Write proof for the section formula.

A section formula can be either applied internally or externally.

Let us go through the step-by-step explanation to understand the proof in detail.

Explanation:

Derivation of the Formula

Let A (x₁, y₁) and B (x₂, y₂) be the endpoints of the given line segment AB and C(x, y) be the point that divides AB (internally) in the ratio m:n.

Then, AC / CB = m / n

We want to find the coordinates (x, y) of C.

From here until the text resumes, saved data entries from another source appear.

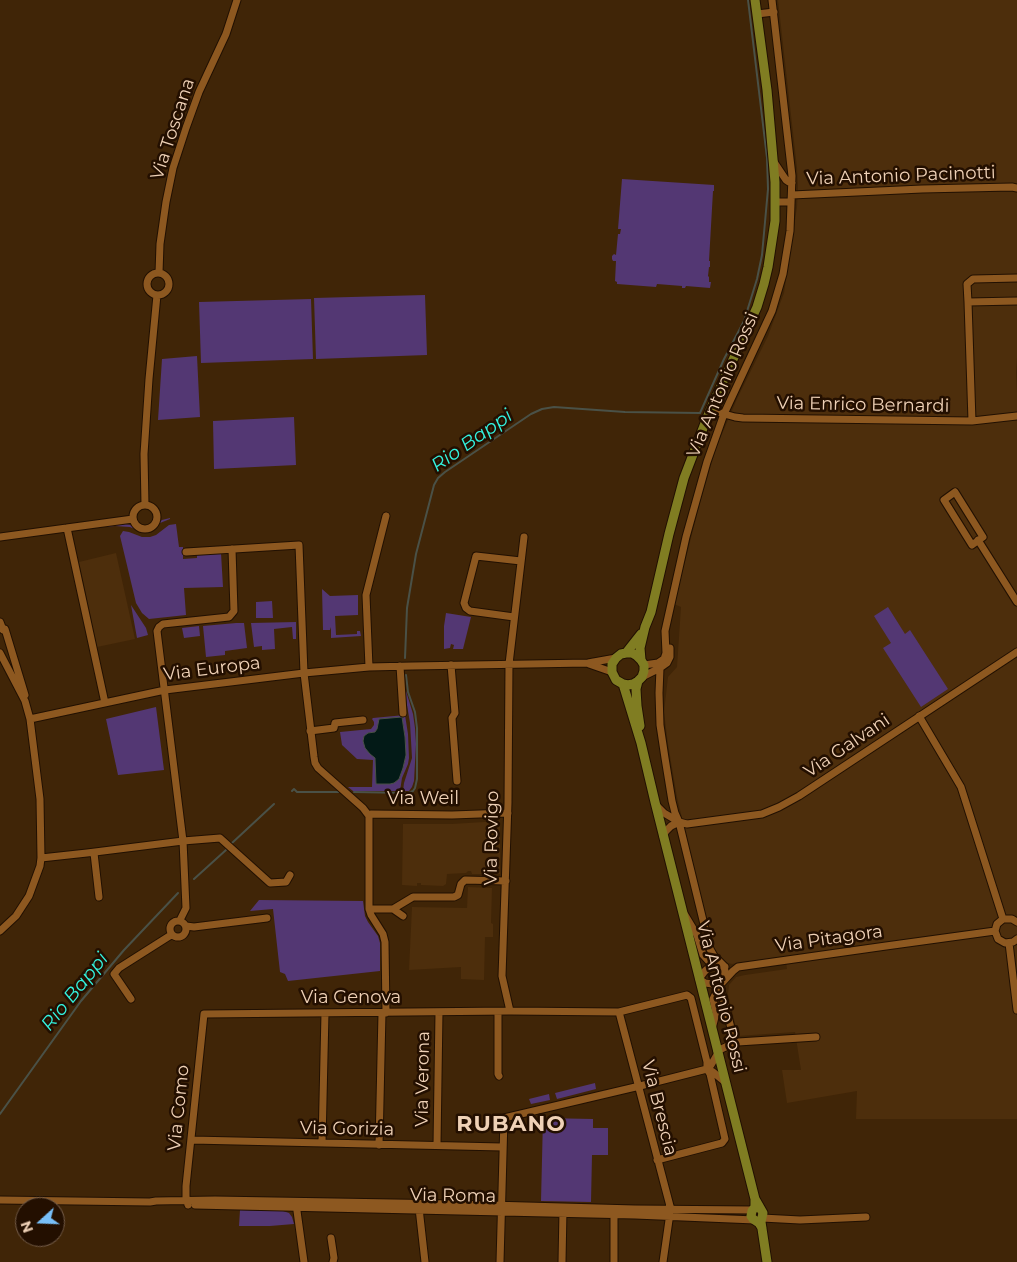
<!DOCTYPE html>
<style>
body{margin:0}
#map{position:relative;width:1017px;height:1262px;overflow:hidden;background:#402507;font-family:Montserrat,sans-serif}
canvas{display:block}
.north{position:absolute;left:15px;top:1197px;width:50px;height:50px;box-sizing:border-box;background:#230f00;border:1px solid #755d49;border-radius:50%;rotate:250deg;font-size:14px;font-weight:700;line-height:20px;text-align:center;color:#efd1b6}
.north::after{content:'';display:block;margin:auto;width:18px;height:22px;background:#78bff8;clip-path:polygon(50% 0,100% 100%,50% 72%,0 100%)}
</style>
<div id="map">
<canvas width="1017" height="1262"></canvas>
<div class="north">N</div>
</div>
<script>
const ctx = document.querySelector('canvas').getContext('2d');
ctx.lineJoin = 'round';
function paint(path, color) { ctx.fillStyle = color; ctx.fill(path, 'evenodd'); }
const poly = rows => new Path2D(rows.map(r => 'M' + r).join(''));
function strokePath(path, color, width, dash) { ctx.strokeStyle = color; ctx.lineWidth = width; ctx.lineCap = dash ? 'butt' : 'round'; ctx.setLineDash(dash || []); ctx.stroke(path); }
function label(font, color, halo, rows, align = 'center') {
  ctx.font = font + ' Montserrat,sans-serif'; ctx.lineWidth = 5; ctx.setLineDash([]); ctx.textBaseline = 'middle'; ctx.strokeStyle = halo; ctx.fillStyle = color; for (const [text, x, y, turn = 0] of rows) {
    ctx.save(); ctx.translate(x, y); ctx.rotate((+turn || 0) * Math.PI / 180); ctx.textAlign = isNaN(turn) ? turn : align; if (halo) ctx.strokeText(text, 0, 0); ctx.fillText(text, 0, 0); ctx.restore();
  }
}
paint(poly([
 [778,0,1017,0,1017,358,1016,373,1017,392,1017,1119,856,1119,857,1091,787,1103,782,1070,801,1070,795,1032,738,1036,728,994,729,985,736,977,745,975,787,969,785,956,732,964,721,961,713,948,677,797,668,744,664,712,668,677,677,667,681,607,674,604,701,499,716,448,737,399,768,336,784,293,797,207,798,186,797,168],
 [116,553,135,639,97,647,79,562],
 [500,821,500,874,472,874,471,871,468,871,466,873,447,874,446,884,443,886,421,885,421,883,417,883,417,886,402,885,403,824,452,824],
 [468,887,492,888,491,923,493,924,493,937,485,937,484,980,461,979,461,967,409,970,412,907,467,908]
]), '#4d2e0c');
paint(poly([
 [622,179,714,185,714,191,713,191,709,261,710,261,710,267,709,267,708,276,709,277,709,282,711,282,710,288,686,286,685,288,682,288,682,286,657,284,656,287,617,284,617,282,615,281,616,261,613,261,612,259,612,256,614,254,616,255,618,234,620,234,621,229,618,229],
 [425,295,427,355,316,359,314,298],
 [311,299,313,359,201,363,199,302],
 [197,356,200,417,158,420,162,359],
 [294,417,296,465,214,469,213,421],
 [170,518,170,519,160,523,154,529,146,532,141,532,130,527,115,526,107,527,107,526,125,524,130,525,141,530,146,530,153,528,162,520],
 [176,524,179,547,183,547,183,559,197,558,197,554,221,553,223,587,184,588,186,615,149,619,142,613,136,603,120,536,123,531,129,532,142,537,150,537,156,535,169,525],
 [322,589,330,596,358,595,358,615,335,616,336,635,357,634,357,631,360,631,361,636,331,638,331,627,330,630,323,630],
 [272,601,273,618,256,618,256,602],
 [131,605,146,628,148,635,137,638],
 [888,607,905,634,910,630,948,689,921,707,883,648,891,643,874,616],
 [446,613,471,617,463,649,453,649,454,645,451,644,450,648,444,649,444,626],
 [296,622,296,639,293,639,292,627,274,629,275,649,262,650,262,646,254,647,251,623],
 [236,623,244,623,247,648,225,651,225,655,206,657,203,626],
 [199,626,200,636,184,638,182,628],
 [403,681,413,714,415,728,416,744,414,781,412,787,409,791,403,791,404,783,412,758,410,723],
 [156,707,164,770,118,775,106,719],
 [405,715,408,734,409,758,408,764,402,778,400,791,353,791,348,787,372,787,373,760,357,759,342,745,340,732,371,729,374,725,374,722,372,719,373,718],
 [402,717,405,737,406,755,403,768,399,779,394,783,376,783,375,758,368,733,375,732,377,729],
 [259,900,363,901,365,916,368,922,378,936,380,943,380,971,288,981,285,974,280,972,273,909,250,911],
 [595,1083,596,1089,557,1099,555,1093],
 [549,1094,550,1100,531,1104,529,1099],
 [543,1118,593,1119,593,1128,608,1128,608,1155,592,1155,591,1202,541,1201],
 [240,1210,283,1211,289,1213,292,1217,294,1224,270,1226,239,1226]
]), '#533773');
const water = poly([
 [402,717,405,737,406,755,403,768,399,779,394,783,390,784,376,784,375,758,370,754,365,748,363,741,364,736,368,733,375,732,377,729,379,719,402,717]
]);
paint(water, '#031a17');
strokePath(water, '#4a5147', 1);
strokePath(poly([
 [405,658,407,608,416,554,434,485,438,478,445,472,531,414,542,409,554,407,625,412,700,413,724,359,744,321,757,279,762,255,768,189,767,158,748,0],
 [292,791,294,789,297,792,339,792],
 [354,792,408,793,413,791,415,788,417,779,417,728,415,712,408,692,406,675],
 [232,843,274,804],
 [194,879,226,850],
 [0,1114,81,1001,124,950,178,893]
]), '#4a5147', 2);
const minor = poly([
 [757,14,774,12],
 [774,162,786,180,789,182,792,183],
 [792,195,922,189,1012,187,1017,188],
 [775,202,791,202],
 '147 284a11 11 0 1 1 22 0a11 11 0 1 1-22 0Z',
 [159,273,160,244,166,202,173,168,186,128,199,92,226,34,237,0],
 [968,302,967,284,973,279,1017,278],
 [710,410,735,417,743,418,972,421,1017,416],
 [972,421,968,302,1017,301],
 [955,492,983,537,972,545,944,500,955,492],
 [145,505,144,454,149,379,157,295],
 '133 517a12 12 0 1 1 24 0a12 12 0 1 1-24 0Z',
 [67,528,105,703],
 [0,537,133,519],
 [978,540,1017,602],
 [186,552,299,545,304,673,314,757,315,763,318,768,363,808,369,816,369,909,371,915,383,934,385,942,386,1013],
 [514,617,470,611,466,608,464,603,476,556,521,561],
 [0,622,3,630],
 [5,629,25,695],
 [0,653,25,701,30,719,40,799,41,858,40,866,29,896,16,916,0,931],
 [589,664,612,672],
 [451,665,455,713,452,718,457,781],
 [644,665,658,663,664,659,666,653,665,631,686,537,707,462,724,414,772,311,783,274,790,231,792,176,772,0],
 [400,666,403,713],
 [369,667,366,595,386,516],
 [660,668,659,693,660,725,665,758,672,801,675,813,679,822,710,949,714,956,724,966,726,977],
 [642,677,660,668,667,663,670,657,670,648],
 [919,716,961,787,1003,919],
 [30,719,165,690,304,673,369,667,412,666,588,663,616,658],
 [310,731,334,728,335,723,363,720],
 [656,805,664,813,679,822,687,824,762,814,779,807,799,796,1017,652],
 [369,816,371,814,452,815,508,813],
 [663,836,666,831,671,826,679,822],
 [94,853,99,897],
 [41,858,87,853,183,841,220,838,270,883,286,882,290,875],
 [369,909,393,909,413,897,454,897,458,895,461,884,465,880,506,881],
 [393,909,403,916],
 [685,915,697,935,703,955,712,965,725,967],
 [180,920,186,908,183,841,157,631,159,627,163,624,229,617,234,611,232,549],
 '170 929a8 8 0 1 1 16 0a8 8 0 1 1-16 0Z',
 [1017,922,1012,919,1003,919,997,924,995,931,998,939,1005,943,1013,942,1017,939],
 [186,926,194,927,267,918],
 [1009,943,1017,1010],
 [712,965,705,971,699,979,705,983,720,985],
 [724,966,720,972,718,979,735,1043],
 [131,999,114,974,119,968,171,935],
 [510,1011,502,976,508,803,509,664,524,537],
 [498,1012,498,1074,499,1076],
 [619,1012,670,1206,669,1220,663,1262],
 [712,1029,716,1013,713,999,720,985,733,971,738,967,886,946,995,931],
 [717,1051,732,1044,738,1042,816,1037],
 [707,1069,713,1072,725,1082],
 [192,1140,502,1147],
 [322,1143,325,1013],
 [379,1145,382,1013],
 [437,1145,439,1012],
 [0,1200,150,1202,156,1201,215,1200,454,1204,635,1209,753,1210],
 [297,1203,297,1211,304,1262],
 [188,1205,186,1197,186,1186,204,1014,510,1011,619,1012,687,995,691,998,707,1062,707,1069,710,1074,725,1139,722,1143,657,1160],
 [195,1205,635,1215,755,1220],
 [419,1208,425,1262],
 [762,1218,800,1220,866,1217],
 [331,1238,334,1258,333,1262],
 [500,1262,504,1118,644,1085,707,1069,711,1065,718,1053],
 [562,1262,563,1210],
 [614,1262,614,1211]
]);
const major = poly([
 [626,653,632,653,637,656,641,660,644,665,644,671,642,677,638,681,633,684,628,685,623,684,616,680,612,672,612,664,616,658,621,654,626,653,641,634],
 [641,660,640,648,645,627,651,612,669,534,684,478,710,410,757,307,764,284,768,267,775,221,775,182,767,90,755,0],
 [638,681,636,689,637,706,640,726],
 [623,684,641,743,655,802,755,1199,763,1213,761,1222,767,1262],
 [755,1199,755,1207,752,1211,751,1216,753,1219,759,1223,762,1228]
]);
strokePath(minor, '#211002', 9);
strokePath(major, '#211002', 11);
strokePath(minor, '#8d5820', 7);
strokePath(major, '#807d22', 9);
label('18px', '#efd1b6', '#230f00', [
 ["Via Toscana",173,129,-72],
 ["Via Antonio Pacinotti",901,176,-2],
 ["Via Antonio Rossi",723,385,-67],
 ["Via Enrico Bernardi",863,405,1],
 ["Via Europa",212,669,-7],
 ["Via Galvani",847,746,-34],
 ["Via Weil",423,799],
 ["Via Rovigo",492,838,-89],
 ["Via Pitagora",829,939,-8],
 ["Via Antonio Rossi",721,997,76],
 ["Via Genova",351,998],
 ["Via Verona",423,1079,-89],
 ["Via Como",179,1108,-84],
 ["Via Brescia",659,1108,76],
 ["Via Gorizia",347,1129,1],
 ["Via Roma",453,1196,1]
]);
label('italic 19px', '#33f3df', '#230f00', [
 ["Rio Bappi",472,441,-35],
 ["Rio Bappi",75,992,-51]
]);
ctx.letterSpacing = '1px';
label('bold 22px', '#efd1b6', '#230f00', [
 ["RUBANO",511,1125]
]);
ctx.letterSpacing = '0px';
</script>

Now draw perpendiculars from A, C, and B parallel to Y coordinate joining at P, Q, and R on X-axis respectively.

By seeing the above diagram,

AM = PQ = OQ – OP = (x – x₁)

CN = QR = OR – OQ = (x₂ – x)

CM = CQ – MQ = (y – y₁)

BN = BR – NR = (y₂– y)

Clearly, we can see that ∆AMC and ∆CNB are similar and, therefore, their sides are proportional by the AA congruence rule.

AC / CB = AM / CN = CM / BN

Now substituting the values in the above relation

m / n = (x – x₁) / (x₂ -x) = (y – y₁) / (y₂ – y)

m / n = (x – x₁) / (x₂ -x) and m / n = (y – y₁) / (y₂ – y)

Solving the 1st condition,

m(x₂– x) = n(x – x₁)

(m + n)x = (mx₂ + nx₁)

x = (mx₂ + nx₁) / (m + n)

Solving the 2nd condition,

m(y₂ – y) = n(y – y₁)

(m + n)y = (my₂ + ny₁)

y = (my₂ + ny₁) / (m + n)

Write proof for the section formula.